Copy List with Random Pointer

Problem Description

A linked list of length n is given such that each node contains an additional random pointer, which could point to any node in the list, or null.

Construct a deep copy of the list. The deep copy should consist of exactly n brand new nodes, where each new node has its value set to the value of its corresponding original node. Both the next and random pointer of the new nodes should point to new nodes in the copied list such that the pointers in the original list and copied list represent the same list state. None of the pointers in the new list should point to nodes in the original list.
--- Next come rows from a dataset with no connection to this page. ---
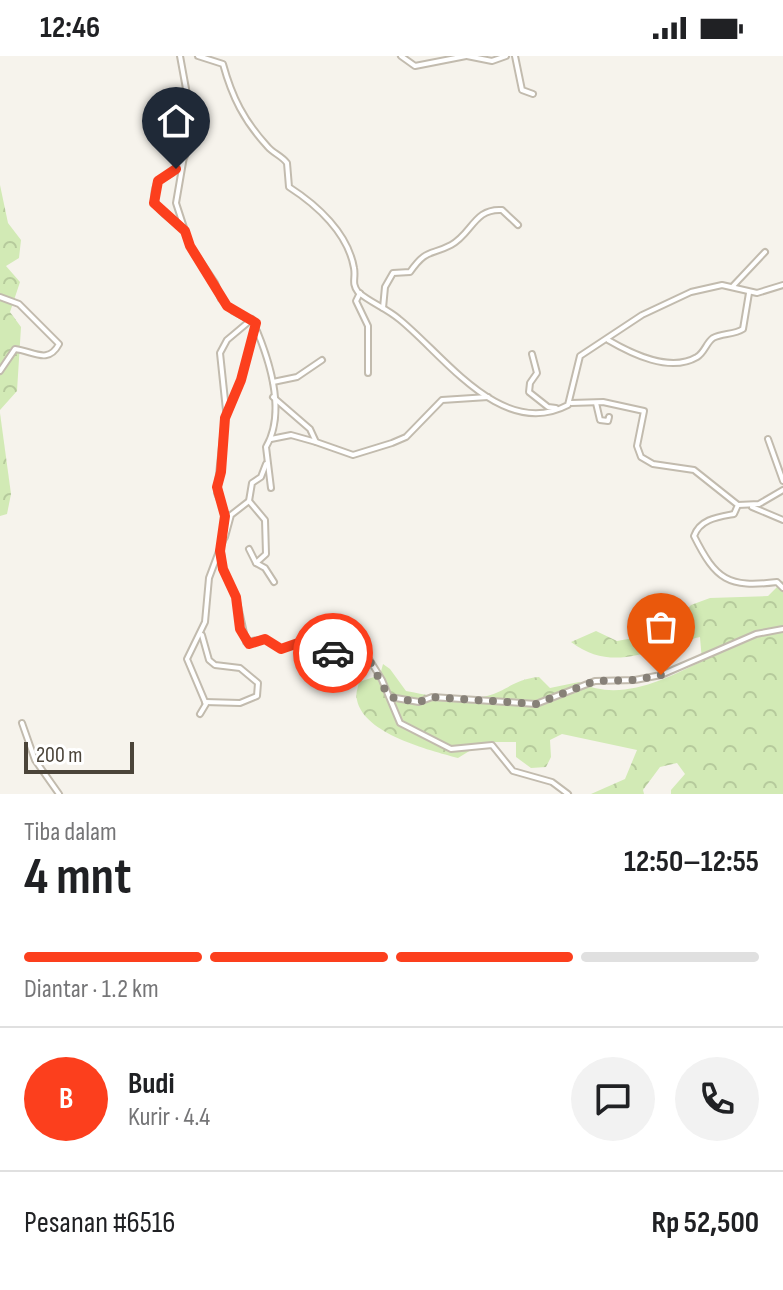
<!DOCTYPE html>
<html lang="id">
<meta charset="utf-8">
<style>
:root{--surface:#fff;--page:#f2f2f2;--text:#202124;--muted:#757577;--line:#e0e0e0;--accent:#fc3f1d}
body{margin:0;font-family:"Sofia Sans Condensed",sans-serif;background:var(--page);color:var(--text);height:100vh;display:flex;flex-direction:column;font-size:30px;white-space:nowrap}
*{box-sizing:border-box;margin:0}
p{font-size:26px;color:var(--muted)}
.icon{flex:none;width:44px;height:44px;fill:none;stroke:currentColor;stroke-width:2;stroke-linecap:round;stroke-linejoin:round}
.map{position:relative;height:738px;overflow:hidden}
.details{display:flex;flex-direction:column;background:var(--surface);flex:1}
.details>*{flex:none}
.scale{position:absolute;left:24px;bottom:20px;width:110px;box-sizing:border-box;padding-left:8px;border:4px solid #4b4439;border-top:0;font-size:22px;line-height:28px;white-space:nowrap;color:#4b4439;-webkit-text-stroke:6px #fff;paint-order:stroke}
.pin{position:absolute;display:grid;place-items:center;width:68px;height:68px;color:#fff;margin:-82px -34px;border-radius:50% 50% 50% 0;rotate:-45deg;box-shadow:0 0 8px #0007}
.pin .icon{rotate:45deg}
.courier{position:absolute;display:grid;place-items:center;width:80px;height:80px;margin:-40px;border:6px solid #fc3f1d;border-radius:50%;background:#fff;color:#222;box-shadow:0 2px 10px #0007}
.headline em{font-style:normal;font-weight:700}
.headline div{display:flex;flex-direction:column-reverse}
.headline{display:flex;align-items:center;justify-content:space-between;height:136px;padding:0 24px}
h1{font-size:52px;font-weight:700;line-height:60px}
.bar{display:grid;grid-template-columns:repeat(4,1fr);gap:12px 8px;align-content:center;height:96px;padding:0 24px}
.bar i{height:10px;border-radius:6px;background:var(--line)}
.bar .on{background:var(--accent)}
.bar p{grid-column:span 4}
.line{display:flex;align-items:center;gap:20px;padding:0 24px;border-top:2px solid var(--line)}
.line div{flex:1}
.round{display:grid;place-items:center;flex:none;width:84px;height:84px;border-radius:42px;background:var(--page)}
.status{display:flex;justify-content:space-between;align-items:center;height:56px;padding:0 40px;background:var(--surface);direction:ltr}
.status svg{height:22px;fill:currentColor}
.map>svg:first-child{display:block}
.forest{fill:url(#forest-crowns)}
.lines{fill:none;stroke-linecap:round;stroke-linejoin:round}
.minor-casing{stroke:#c2bbae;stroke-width:8}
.minor{stroke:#fff;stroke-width:4}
.done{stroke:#878178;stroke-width:8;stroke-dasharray:0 14.4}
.route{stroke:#fc3f1d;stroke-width:10}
</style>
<div class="status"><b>12:46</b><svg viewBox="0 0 49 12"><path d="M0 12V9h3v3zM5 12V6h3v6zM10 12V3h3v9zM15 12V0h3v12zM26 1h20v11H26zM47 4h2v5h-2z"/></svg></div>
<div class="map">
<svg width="783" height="738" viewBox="0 0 783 738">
<defs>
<pattern id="forest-crowns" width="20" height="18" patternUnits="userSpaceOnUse" patternTransform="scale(2)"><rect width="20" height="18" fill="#d2eab5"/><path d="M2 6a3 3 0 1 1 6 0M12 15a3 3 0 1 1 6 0" fill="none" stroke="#b6ca9c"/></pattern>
</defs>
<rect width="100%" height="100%" fill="#f6f3ec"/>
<g class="forest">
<path d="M0,129L8,167L21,184L19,202L6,210L20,226L10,256L21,271L17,335L0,354Z"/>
<path d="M0,357L11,438L7,458L0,460Z"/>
<path d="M783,525V738H671V734L685,718L677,707L660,711L643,734L644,738H591L625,723L637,694L562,678L550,684L551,701L546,711L531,712L516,701V686H484L458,702C429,694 364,678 357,644C355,639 358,631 359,626L380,619L383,608L390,613L406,635C432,640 461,646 487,640C507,635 514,623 539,621L550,632L579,626C619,647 666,623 702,605L700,581C654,591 615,619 571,586L596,575L617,585L655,578L675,566L691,549L710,542L768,540Z"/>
</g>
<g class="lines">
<defs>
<g id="minor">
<path d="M180,0L191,60L176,147L190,190L215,227L221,243L233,255L256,267L241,324L225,362L217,437L224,454V482L209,522L205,566L187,603L206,648L200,658"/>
<path d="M198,0L223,8C232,41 244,65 268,91C273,97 282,100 287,107L289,131C317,149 348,177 354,212C356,222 351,227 358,236C371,247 386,252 399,263C444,299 501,384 568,349L580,300L642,259L691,236L722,229L757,237L783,229"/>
<path d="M401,0L415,10L466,0"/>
<path d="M467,0L492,5L506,0"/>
<path d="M515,0L522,34L533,38"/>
<path d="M183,172C165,159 146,150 158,125L172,117L185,100"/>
<path d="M733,230L765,196"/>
<path d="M360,237L356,245L368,270V317"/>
<path d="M0,241L19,248L59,288C48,309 33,295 15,293L0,315"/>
<path d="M383,252L385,231L393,217L410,216C427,192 430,200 451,189C472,178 474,152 502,154L518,169"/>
<path d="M257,275C271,309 286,357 266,391L271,432"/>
<path d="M608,284C632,298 670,317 697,301C705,296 706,287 713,282C722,277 734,279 743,273L749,237"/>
<path d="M532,298L537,317L530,327L529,336L548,351L556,352"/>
<path d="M273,326L297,321L322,304"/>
<path d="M273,341L310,373L316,386L353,399L392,387L406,381L442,344L488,341"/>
<path d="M571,347L603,346L644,355L637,390L641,401L653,408L694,414L738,449L759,448L783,434"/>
<path d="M596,347L600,364L608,365L609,361"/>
<path d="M226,354L220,297L227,284L252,263"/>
<path d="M271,383L291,379L316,386"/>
<path d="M768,383L783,425"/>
<path d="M249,445L265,464L266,498L256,507L265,512L274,526"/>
<path d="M738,449L734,458C718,461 700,463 694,480C716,524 728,532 777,526L783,532"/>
<path d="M752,451L783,464"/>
<path d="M225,481L231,459L249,445L252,427L261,421L266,408"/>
<path d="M249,493L256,507"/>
<path d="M221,497L223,513L236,541L246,586L265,583L281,593L304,585L330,596L366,598L382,624L400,667L451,693L492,689L513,715L552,726L568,738"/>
<path d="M202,579L209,604L215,609L240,612L258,627L257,640L240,647L205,646"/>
<path d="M390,641L419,646L432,641L536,648L595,625L635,624L661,619L756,578L783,573"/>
<path d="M22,667L35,704L59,738"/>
</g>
</defs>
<use href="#minor" class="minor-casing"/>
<use href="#minor" class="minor"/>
</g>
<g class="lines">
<path class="done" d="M333,597L366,598L389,641L419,646L432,641L536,648L595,625L635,624L661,619"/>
<path class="route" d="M176,113L158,125L154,147L185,175L190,190L227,250L256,267L241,324L225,362L221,416L217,431L225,460L220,495L223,513L236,541L240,573L249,588L265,583L281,593L304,585L333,597"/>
</g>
</svg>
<div class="scale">200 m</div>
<div class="pin" style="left:661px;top:619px;background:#ea580c"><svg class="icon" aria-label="bag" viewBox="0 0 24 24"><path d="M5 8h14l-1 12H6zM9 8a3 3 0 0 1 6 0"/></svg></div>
<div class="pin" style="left:176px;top:113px;background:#1f2937"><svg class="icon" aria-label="home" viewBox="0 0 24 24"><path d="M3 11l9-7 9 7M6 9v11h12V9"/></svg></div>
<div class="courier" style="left:333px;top:597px"><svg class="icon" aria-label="car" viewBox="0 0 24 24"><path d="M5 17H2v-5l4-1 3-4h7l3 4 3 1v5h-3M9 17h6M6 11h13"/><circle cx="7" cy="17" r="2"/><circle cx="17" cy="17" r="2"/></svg></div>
</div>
<section class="details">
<div class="headline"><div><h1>4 mnt</h1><p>Tiba dalam</p></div><em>12:50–12:55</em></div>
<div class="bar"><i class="on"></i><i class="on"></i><i class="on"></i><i></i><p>Diantar · 1.2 km</p></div>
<div class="line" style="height:144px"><b class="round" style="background:var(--accent);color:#fff">B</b><div><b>Budi</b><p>Kurir · 4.4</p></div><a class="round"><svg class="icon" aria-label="chat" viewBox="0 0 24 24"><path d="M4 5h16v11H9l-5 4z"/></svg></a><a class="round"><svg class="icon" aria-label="phone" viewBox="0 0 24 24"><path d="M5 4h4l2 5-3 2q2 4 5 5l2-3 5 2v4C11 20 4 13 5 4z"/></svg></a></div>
<div class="line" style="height:104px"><div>Pesanan #6516</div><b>Rp 52,500</b></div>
</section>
For example, if there are two nodes X and Y in the original list, where X.random --> Y, then for the corresponding two nodes x and y in the copied list, x.random --> y.

Examples

Example 1:

Input: head = [[7,null],[13,0],[11,4],[10,2],[1,0]]
Output: [[7,null],[13,0],[11,4],[10,2],[1,0]]

Example 2:

Input: head = [[1,1],[2,1]]
Output: [[1,1],[2,1]]

Constraints:

• The number of nodes in the list is in the range [0, 1000].
• -10000 <= Node.val <= 10000
• Node.random is null or is pointing to some node in the linked list.

---

Approach to Solve the Copy List with Random Pointer Problem

Understand the Problem:

Create a deep copy of a linked list where each node has a next and a random pointer. The new list should be identical in structure to the original, but with all new nodes. Ensure the random pointers in the new list accurately reflect the original's random pointer relationships.

Approach

1. Interweaving Nodes: Create and insert new nodes immediately after each original node, forming an interwoven list.
2. Assigning Random Pointers: Set the random pointers of the new nodes based on the random pointers of the original nodes.
3. Separating Lists: Restore the original list and extract the copied list by adjusting the next pointers of both original and new nodes.
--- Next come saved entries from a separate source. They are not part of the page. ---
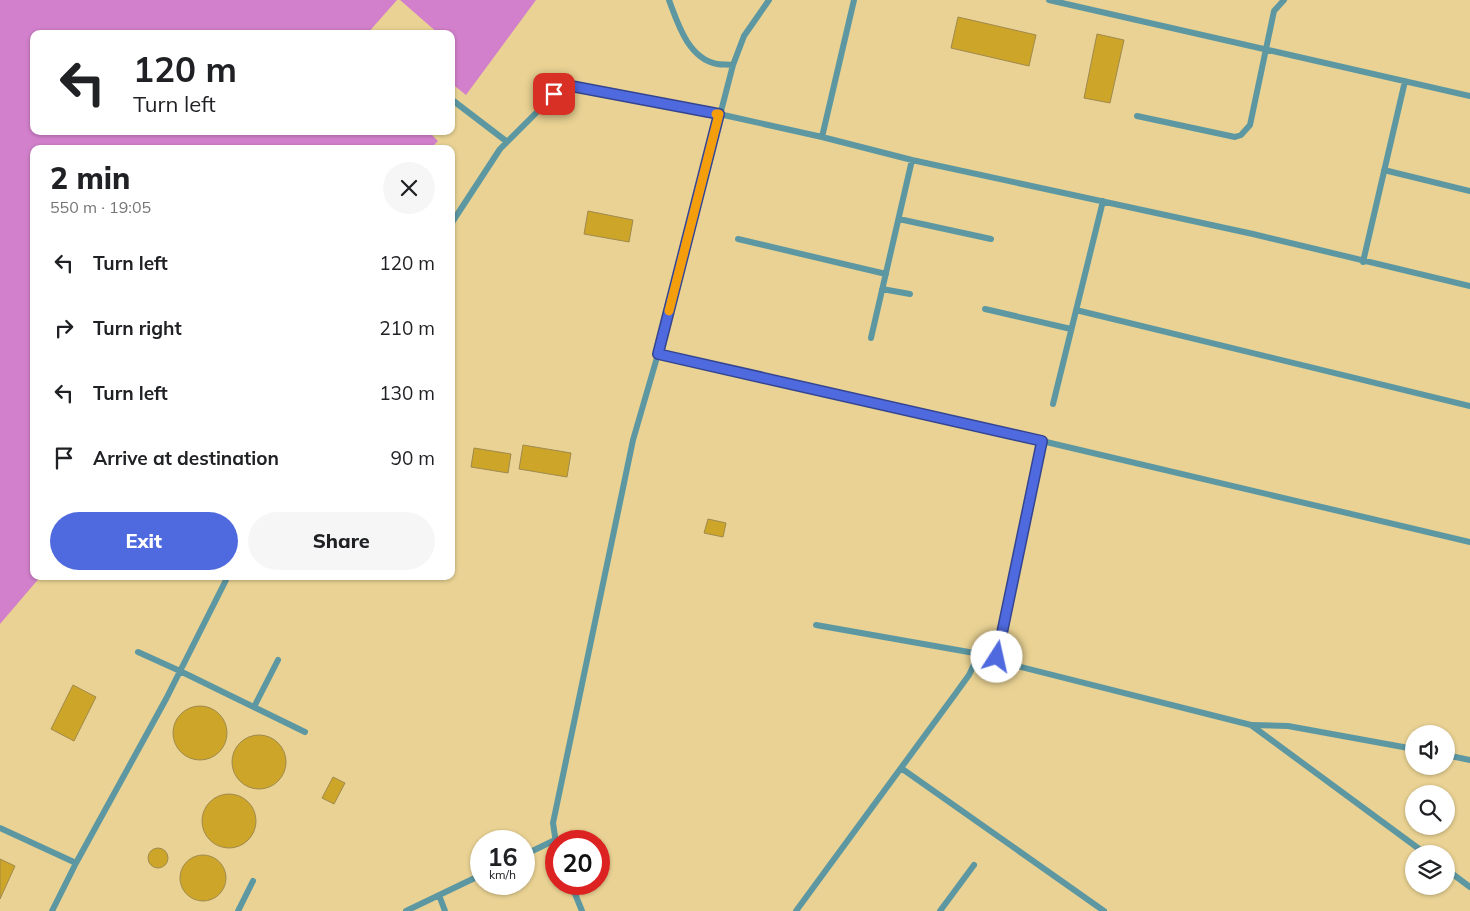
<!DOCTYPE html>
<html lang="en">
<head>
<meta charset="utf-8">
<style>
  body { margin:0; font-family:Mulish,sans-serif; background:#f6f6f6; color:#202124; height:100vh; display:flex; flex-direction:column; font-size:19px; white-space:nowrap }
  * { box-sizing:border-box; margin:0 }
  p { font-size:16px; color:#757577 }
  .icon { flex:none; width:28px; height:28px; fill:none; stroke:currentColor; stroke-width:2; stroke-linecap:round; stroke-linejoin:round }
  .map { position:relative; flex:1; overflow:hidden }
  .sheet { position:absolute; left:30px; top:145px; width:425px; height:435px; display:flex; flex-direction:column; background:#fff; border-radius:10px; box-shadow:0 1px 4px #0004 }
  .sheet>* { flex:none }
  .banner { position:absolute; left:30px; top:30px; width:425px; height:105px; border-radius:10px; box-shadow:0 1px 4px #0004; background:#fff; color:#202124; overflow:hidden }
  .fabs { position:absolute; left:1405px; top:725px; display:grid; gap:10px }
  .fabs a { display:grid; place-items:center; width:50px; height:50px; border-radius:50%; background:#fff; box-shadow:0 1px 4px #0004; font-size:25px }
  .speed { position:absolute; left:470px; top:830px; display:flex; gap:10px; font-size:25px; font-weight:700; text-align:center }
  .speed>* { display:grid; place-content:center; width:65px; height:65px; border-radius:50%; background:#fff; box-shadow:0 1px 4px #0004; line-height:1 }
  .speed small { font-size:12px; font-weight:400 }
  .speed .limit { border:8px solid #d22; background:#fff; color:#111 }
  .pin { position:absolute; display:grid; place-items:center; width:42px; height:42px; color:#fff; margin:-21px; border-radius:10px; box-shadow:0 2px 8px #0006 }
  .me { position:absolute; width:55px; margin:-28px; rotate:10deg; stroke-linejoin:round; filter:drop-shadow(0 0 4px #0008) }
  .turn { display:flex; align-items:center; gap:18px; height:105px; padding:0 20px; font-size:22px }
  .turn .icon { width:65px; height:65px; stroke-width:2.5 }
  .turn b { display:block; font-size:35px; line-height:42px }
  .round { display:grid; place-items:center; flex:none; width:52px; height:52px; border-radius:26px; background:#f6f6f6 }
  .head { display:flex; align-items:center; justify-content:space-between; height:85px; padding:0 20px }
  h1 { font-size:30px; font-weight:800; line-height:38px }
  .button { display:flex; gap:10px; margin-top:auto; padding:10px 20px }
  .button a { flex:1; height:58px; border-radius:30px; background:#4f6adf; color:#fff; font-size:20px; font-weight:800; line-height:58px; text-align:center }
  .button a+a { background:#f6f6f6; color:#202124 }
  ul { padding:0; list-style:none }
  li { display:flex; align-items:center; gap:15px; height:65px; padding:0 20px }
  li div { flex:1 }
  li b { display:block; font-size:19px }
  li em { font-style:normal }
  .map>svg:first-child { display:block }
  .water { fill:#d280cb }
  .building { fill:#cca529; stroke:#a08a4d }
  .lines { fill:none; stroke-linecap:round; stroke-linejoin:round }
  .lane { stroke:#5d98a2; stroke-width:6 }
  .route-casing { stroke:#334591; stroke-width:12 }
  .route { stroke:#4f6adf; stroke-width:9 }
  .slow { stroke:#f59e0b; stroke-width:9 }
</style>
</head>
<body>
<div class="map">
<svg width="1470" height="911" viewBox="0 0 1470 911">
  <rect width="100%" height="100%" fill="#e9d293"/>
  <path class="water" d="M0 0H397L367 34H34V131H428L438 141 430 149H34V576H41L0 624Z
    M400 0H536L466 95 451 83V34H439Z"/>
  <path class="building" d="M958 17 1036 35 1029 66 951 48Z
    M1097 34 1124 40 1110 103 1084 98Z
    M588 211 633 220 629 242 584 234Z
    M523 445 571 453 567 477 519 469Z
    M474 448 511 454 508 473 471 467Z
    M708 519 726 523 723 537 704 533Z
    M73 685 96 697 74 741 51 729Z
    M173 733a27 27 0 1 1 54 0a27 27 0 1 1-54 0Z
    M232 762a27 27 0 1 1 54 0a27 27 0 1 1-54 0Z
    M333 777 345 783 334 804 322 798Z
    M202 821a27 27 0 1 1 54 0a27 27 0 1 1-54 0Z
    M148 858a10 10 0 1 1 20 0a10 10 0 1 1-20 0Z
    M180 878a23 23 0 1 1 46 0a23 23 0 1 1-46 0Z
    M0 859 15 866 0 899Z"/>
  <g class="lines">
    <path class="lane" d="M669 0C678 24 688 58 717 64 722 65 728 64 733 65
      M1049 0 1470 96
      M451 99 506 141
      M1137 116 1235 137 1241 135 1250 125 1274 11 1284 0
      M822 137 854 0
      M1384 170 1470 191
      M899 219 991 239
      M451 224 500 149 555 94 563 88 571 86 719 114 822 137 912 160 1253 234 1470 286
      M738 239 886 274
      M1363 262 1405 81
      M882 289 910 294
      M985 309 1071 329
      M1076 310 1470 406
      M871 338 912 160
      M658 354 1042 441 998 649 997 657 1001 662 1251 725 1426 854
      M1053 404 1103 201
      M1042 441 1470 542
      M816 625 997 657
      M138 652 180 671 305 732
      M254 707 278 660
      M1252 725 1288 726 1414 749
      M1446 755 1470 760
      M901 768 1104 911
      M0 828 76 863
      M556 843 553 823 633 440 658 354 733 65 744 36 769 0
      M524 855 555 840
      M1446 869 1470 887
      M571 884 582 911
      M439 895 445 911
      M52 911 76 863 166 699 228 576
      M238 911 253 881
      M406 911 481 875
      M796 911 956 693 969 675 979 654
      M940 911 974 865"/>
  </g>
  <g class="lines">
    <defs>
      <path id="route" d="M554 94 563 88 571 86 719 114 658 354 1042 441 997 657"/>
    </defs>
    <use href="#route" class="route-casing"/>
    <use href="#route" class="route"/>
    <path class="slow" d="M669 311 719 114H716"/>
  </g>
</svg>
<div class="fabs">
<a><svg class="icon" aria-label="sound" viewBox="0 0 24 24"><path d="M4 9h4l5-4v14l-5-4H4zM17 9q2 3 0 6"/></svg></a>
<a><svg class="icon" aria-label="search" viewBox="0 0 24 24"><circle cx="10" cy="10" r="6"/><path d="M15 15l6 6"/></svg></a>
<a><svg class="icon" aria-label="layers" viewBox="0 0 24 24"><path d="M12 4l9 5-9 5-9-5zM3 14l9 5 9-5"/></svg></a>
</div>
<div class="speed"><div>16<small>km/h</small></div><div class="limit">20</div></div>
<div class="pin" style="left:554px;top:94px;background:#d93025"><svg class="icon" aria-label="arrive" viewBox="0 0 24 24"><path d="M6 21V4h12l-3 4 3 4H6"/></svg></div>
<svg class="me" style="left:997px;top:657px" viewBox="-20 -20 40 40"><circle r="19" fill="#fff"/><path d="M0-13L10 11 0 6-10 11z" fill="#4f6adf"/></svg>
<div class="banner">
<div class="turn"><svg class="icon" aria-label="left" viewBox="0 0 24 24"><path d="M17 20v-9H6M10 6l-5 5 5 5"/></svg><div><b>120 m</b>Turn left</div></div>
</div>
<section class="sheet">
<div class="head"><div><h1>2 min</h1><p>550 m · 19:05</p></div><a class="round"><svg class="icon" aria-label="close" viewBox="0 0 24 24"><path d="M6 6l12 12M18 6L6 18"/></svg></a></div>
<ul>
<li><svg class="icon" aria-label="left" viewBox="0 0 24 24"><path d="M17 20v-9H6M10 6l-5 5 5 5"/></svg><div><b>Turn left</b></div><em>120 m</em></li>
<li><svg class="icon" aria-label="right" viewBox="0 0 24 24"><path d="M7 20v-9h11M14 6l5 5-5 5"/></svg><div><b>Turn right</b></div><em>210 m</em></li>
<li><svg class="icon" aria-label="left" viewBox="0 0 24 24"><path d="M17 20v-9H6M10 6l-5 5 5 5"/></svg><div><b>Turn left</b></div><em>130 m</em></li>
<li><svg class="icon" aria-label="arrive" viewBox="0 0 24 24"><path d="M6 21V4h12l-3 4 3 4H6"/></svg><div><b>Arrive at destination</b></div><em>90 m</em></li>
</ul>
<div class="button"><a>Exit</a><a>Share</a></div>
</section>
</div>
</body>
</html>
Code in Different Languages

Python

Written by sivaprasath2004

class Node:
  def __init__(self, x: int, next: 'Node' = None, random: 'Node' = None):
      self.val = x
      self.next = next
      self.random = random

def copyRandomList(head: 'Node') -> 'Node':
  if not head:
      return None
   
  current = head
  while current:
      new_node = Node(current.val, current.next, None)
      current.next = new_node
      current = new_node.next
   
  current = head
  while current:
      if current.random:
          current.next.random = current.random.next
      current = current.next.next
   
  original = head
  copy = head.next
  copy_head = copy
  
  while original:
      original.next = original.next.next
      if copy.next:
          copy.next = copy.next.next
      original = original.next
      copy = copy.next
  
  return copy_head

JavaScript

Written by sivaprasath2004

class Node {
 constructor(val, next = null, random = null) {
     this.val = val;
     this.next = next;
     this.random = random;
 }
}

function copyRandomList(head) {
 if (!head) return null;

 let current = head;
 while (current) {
     const newNode = new Node(current.val);
     newNode.next = current.next;
     current.next = newNode;
     current = newNode.next;
 }

 current = head;
 while (current) {
     if (current.random) {
         current.next.random = current.random.next;
     }
     current = current.next.next;
 } 
 current = head;
 const newHead = head.next;
 let copyCurrent = newHead;

 while (current) {
     current.next = current.next.next;
     if (copyCurrent.next) {
         copyCurrent.next = copyCurrent.next.next;
     }
     current = current.next;
     copyCurrent = copyCurrent.next;
 }

 return newHead;
}

Output

Complexity

• Time Complexity: O(n), where n is the number of nodes in the linked list. The algorithm iterates through the list three times: once for interweaving nodes, once for setting random pointers, and once for separating the lists.

• Space Complexity: O(1), since the algorithm uses a constant amount of extra space beyond the input list itself (e.g., pointers for traversal and temporary variables).